We can ignore apr_socket_bind() and apr_socket_listen(). Because they never block. Simply, these APIs are always non-blocking mode.

We can control blocking/non-blocking mode for apr_socket_recv() and apr_socket_send() as I described above.

Here, we consider apr_socket_accept(). It is almost same as apr_socket_recv()/apr_socket_send(). The mode follows the table in the previous section. Unlike apr_socket_recv()/apr_socket_send(), blocking-forever socket is useful for apr_socket_accept(). It is because that the program might be a server process and might have nothing to do until any client connects to.

If we write a mulplexing model code, we need non-blocking socket for listening socket. We check listening socket whether it is ready to read. Readiness to read indicates that any client has connected to the socket. After we know the readiness to read, we just call apr_socket_accept(). Please look at the following example.

apr_socket_accept(&ns, lsock, mp);
...SNIP...
/* non-blocking socket. We can't expect that @ns inherits non-blocking mode from @lsock */
apr_socket_opt_set(ns, APR_SO_NONBLOCK, 1);
apr_socket_timeout_set(ns, 0);

apr_socket_connect() is a bit different from other APIs on blocking/non-blocking mode. It has three modes, blocking-with-system-timeout, blocking-with-timeout, and non-blocking. Unlike other APIs, apr_socket_connect() never blocks forever. The default mode is blocking-with-system-timeout. The timeout value depends on OS, and it is relatively longer, e.g. over one minute. In my opinion, it is not good to use blocking-with-system-timeout mode for real applications, because it is uncontrollable.

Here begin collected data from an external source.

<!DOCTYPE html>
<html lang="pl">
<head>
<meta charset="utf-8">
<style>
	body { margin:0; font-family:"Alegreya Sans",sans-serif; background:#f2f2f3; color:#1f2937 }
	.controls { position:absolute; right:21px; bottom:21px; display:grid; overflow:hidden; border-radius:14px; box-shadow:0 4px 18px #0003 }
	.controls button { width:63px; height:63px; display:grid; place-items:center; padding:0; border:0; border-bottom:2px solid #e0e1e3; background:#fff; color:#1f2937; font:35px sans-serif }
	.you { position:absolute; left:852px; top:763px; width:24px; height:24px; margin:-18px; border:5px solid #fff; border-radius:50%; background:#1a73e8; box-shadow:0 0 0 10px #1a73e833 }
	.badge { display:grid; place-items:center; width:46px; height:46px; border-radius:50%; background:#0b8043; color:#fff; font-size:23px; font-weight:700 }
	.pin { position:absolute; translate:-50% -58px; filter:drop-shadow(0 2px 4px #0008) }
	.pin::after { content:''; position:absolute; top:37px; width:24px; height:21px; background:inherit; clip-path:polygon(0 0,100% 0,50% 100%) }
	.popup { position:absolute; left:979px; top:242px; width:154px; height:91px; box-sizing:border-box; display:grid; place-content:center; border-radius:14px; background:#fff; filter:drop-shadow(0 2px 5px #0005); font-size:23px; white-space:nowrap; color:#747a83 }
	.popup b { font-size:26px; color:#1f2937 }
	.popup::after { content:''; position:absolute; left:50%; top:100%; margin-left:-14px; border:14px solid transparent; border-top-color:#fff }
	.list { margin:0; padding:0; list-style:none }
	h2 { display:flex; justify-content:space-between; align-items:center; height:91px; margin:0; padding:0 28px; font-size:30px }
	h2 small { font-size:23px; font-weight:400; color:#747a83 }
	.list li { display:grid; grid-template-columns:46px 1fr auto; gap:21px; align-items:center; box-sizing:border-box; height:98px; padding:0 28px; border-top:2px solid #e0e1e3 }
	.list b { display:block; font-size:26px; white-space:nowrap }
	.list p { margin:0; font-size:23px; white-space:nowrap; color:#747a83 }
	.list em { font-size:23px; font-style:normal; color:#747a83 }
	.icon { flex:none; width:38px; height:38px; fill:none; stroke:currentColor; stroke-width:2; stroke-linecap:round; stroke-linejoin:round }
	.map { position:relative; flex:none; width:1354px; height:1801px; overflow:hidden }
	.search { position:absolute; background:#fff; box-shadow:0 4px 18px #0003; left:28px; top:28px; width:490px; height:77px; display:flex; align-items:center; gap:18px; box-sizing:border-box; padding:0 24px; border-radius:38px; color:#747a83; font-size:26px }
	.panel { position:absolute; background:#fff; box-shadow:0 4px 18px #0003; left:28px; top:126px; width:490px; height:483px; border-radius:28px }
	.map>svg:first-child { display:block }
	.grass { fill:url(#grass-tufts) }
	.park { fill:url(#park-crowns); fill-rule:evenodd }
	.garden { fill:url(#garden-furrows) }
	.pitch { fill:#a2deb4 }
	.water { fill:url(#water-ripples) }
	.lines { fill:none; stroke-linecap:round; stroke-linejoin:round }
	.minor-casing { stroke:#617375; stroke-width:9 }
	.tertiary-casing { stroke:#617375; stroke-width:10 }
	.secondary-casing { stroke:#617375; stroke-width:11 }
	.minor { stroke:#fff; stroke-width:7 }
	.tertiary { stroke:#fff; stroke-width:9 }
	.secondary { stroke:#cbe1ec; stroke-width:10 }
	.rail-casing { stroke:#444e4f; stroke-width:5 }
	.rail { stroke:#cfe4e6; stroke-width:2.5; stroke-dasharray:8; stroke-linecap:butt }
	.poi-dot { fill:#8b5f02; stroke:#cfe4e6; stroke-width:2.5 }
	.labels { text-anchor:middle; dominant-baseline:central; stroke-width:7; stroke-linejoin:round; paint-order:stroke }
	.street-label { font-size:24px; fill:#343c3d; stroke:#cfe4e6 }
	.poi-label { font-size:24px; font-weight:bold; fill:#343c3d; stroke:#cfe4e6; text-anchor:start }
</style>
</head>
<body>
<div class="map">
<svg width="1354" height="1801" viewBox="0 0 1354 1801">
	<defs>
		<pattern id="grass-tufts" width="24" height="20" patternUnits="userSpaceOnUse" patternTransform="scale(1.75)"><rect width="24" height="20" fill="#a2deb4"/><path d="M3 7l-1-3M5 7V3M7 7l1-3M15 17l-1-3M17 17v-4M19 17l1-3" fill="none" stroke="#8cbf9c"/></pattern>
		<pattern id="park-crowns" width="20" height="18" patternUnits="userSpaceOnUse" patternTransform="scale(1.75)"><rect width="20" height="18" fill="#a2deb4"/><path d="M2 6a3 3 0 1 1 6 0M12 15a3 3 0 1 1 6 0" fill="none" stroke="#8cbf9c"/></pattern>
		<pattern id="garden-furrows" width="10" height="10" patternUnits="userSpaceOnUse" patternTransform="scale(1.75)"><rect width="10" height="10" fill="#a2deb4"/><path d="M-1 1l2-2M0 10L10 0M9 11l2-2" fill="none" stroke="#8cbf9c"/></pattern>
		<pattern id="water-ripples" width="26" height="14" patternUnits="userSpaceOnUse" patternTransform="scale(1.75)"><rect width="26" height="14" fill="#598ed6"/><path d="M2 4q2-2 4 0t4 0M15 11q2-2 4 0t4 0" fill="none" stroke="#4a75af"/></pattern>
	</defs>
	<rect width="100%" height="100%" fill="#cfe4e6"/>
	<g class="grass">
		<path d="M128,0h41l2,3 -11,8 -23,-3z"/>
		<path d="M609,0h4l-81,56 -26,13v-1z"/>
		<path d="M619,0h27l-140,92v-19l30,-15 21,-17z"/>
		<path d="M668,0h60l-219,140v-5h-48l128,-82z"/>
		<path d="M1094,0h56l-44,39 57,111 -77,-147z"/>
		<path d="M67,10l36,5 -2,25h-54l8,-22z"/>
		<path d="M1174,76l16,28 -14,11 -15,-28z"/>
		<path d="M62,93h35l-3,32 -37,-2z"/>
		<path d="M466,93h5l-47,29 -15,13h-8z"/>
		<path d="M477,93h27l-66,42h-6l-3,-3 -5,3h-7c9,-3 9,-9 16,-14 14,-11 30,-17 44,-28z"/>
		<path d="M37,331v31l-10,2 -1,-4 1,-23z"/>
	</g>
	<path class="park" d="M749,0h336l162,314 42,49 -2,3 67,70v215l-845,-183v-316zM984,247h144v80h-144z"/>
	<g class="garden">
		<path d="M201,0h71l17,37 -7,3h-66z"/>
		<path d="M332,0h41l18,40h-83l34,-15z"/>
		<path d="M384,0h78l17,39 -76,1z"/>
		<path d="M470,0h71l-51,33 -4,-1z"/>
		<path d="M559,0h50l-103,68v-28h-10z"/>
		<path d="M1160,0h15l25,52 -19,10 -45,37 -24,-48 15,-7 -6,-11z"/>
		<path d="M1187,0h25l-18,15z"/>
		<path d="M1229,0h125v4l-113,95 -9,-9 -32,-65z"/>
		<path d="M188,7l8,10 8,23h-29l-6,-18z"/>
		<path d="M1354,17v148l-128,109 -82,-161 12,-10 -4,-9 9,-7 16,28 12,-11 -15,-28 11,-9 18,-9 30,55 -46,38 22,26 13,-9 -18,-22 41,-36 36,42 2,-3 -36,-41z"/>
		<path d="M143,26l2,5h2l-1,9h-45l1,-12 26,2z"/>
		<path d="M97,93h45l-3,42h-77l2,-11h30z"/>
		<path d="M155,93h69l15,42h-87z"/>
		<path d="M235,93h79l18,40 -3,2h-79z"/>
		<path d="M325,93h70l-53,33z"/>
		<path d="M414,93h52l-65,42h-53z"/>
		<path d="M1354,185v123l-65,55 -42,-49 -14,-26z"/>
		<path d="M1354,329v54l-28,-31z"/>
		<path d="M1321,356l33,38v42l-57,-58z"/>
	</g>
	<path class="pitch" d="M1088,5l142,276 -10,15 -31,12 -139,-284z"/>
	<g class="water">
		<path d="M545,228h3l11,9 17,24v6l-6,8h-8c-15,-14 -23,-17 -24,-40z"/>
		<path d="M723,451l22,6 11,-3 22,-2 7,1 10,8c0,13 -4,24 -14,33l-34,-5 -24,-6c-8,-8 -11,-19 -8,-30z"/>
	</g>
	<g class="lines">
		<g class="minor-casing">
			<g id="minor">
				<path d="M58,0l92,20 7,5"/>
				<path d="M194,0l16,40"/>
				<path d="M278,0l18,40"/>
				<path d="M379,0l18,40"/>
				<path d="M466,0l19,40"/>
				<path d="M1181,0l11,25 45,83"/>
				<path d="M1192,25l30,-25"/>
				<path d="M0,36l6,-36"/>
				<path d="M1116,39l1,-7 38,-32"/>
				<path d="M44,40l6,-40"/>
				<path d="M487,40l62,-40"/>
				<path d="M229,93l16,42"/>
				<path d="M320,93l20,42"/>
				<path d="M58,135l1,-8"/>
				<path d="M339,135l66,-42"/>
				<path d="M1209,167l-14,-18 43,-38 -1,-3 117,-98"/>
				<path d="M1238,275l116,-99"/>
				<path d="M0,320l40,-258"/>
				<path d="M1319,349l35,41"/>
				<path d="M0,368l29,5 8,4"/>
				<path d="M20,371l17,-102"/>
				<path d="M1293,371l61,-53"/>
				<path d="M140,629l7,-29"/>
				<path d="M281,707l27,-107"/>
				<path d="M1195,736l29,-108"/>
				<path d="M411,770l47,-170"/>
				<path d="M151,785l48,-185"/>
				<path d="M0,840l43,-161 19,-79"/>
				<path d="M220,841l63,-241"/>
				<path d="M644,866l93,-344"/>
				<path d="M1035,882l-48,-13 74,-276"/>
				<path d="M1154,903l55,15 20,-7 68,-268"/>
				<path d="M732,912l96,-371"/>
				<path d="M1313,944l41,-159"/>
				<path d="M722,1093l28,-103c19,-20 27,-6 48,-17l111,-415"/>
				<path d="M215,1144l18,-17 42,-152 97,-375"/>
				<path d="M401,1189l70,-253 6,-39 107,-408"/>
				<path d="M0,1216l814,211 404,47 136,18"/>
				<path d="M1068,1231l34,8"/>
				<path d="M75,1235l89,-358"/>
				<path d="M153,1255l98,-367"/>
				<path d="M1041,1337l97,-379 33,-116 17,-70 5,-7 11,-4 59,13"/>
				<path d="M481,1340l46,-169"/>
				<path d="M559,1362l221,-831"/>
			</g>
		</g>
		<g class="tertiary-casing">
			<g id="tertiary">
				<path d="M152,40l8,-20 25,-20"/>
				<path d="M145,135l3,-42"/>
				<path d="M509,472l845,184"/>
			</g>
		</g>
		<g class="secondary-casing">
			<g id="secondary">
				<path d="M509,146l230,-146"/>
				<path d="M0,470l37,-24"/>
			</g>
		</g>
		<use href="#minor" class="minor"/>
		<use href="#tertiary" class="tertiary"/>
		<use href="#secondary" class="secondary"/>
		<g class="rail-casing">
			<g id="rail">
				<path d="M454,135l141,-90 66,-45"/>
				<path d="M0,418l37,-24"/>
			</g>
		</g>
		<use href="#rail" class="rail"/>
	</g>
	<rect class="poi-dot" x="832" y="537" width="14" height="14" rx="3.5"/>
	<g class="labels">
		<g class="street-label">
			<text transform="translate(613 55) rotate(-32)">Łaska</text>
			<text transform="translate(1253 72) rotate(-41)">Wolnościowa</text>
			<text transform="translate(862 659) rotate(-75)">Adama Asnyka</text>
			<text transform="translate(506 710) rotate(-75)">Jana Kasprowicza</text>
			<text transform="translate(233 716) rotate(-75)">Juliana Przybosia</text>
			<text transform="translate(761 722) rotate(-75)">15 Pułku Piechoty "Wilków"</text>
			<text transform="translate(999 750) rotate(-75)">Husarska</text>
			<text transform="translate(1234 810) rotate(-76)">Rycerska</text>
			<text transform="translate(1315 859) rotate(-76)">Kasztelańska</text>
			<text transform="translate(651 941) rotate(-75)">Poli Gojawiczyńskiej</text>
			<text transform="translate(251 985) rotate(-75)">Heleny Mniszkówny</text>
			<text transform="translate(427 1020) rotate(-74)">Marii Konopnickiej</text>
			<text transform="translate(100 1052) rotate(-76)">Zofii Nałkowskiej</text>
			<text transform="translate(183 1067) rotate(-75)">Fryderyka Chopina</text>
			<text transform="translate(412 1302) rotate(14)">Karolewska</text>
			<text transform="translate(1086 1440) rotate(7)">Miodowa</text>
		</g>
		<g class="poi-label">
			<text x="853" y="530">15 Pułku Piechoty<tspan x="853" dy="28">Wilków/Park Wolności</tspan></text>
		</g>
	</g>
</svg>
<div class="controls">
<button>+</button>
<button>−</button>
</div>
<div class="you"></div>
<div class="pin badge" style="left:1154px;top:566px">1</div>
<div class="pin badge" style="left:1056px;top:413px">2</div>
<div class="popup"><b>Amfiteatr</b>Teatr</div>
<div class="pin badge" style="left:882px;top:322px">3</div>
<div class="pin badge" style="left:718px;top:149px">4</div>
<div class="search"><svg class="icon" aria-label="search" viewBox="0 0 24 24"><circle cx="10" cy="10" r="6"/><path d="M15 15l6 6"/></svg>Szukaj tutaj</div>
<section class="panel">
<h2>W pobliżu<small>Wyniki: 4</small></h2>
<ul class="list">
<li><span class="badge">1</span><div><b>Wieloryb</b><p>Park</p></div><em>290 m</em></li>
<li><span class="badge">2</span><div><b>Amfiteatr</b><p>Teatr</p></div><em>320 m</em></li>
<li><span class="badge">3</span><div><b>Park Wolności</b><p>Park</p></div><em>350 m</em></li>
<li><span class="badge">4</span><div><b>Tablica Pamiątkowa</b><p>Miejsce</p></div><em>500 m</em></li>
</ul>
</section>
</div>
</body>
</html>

We have to set either blocking-with-timeout or non-blocking to the mode.

To make blocking-with-timeout sockets, we have to set it to ‘APR_SO_NONBLOCK==1(on) and timeout>0’. As you see, this is not same as above. On Unix, we have no problem to specify ‘APR_SO_NONBLOCK==0(off) and timeout>0’. Unfortunatelly, we have a problem on Windows. Setting the mode to ‘APR_SO_NONBLOCK==0(off) and timeout>0’ causes blocking-with-system-timeout sockets on Windows.

Conclusion: If we want blocking-with-timeout socket without portability issues, we should write code as follows:

/* pseudo code: blocking-with-timeout apr_socket_connect() */
apr_socket_opt_set(sock, APR_SO_NONBLOCK, 1);
apr_socket_timeout_set(sock, positive_timeout);
apr_socket_connect(sock, sa);

/* still blocking-with-timeout for other operations, apr_socket_send()/apr_socket_recv() */
apr_socket_opt_set(sock, APR_SO_NONBLOCK, 0);
apr_socket_timeout_set(sock, positive_timeout);
apr_socket_send(sock, ...);
apr_socket_recv(sock, ...);

Blocking-with-timeout apr_socket_connect() returns APR_SUCCESS if the connection has been established successfully. Otherwise, it returns an error value. For example, APR_TIMEUP, APR_ECONNREFUSED, or APR_EHOSTUNREACH. If error value is APR_ECONNREFUSED, the server process’s listen(2) backlog is beyond the limit. Please see apr_socket_listen() description above.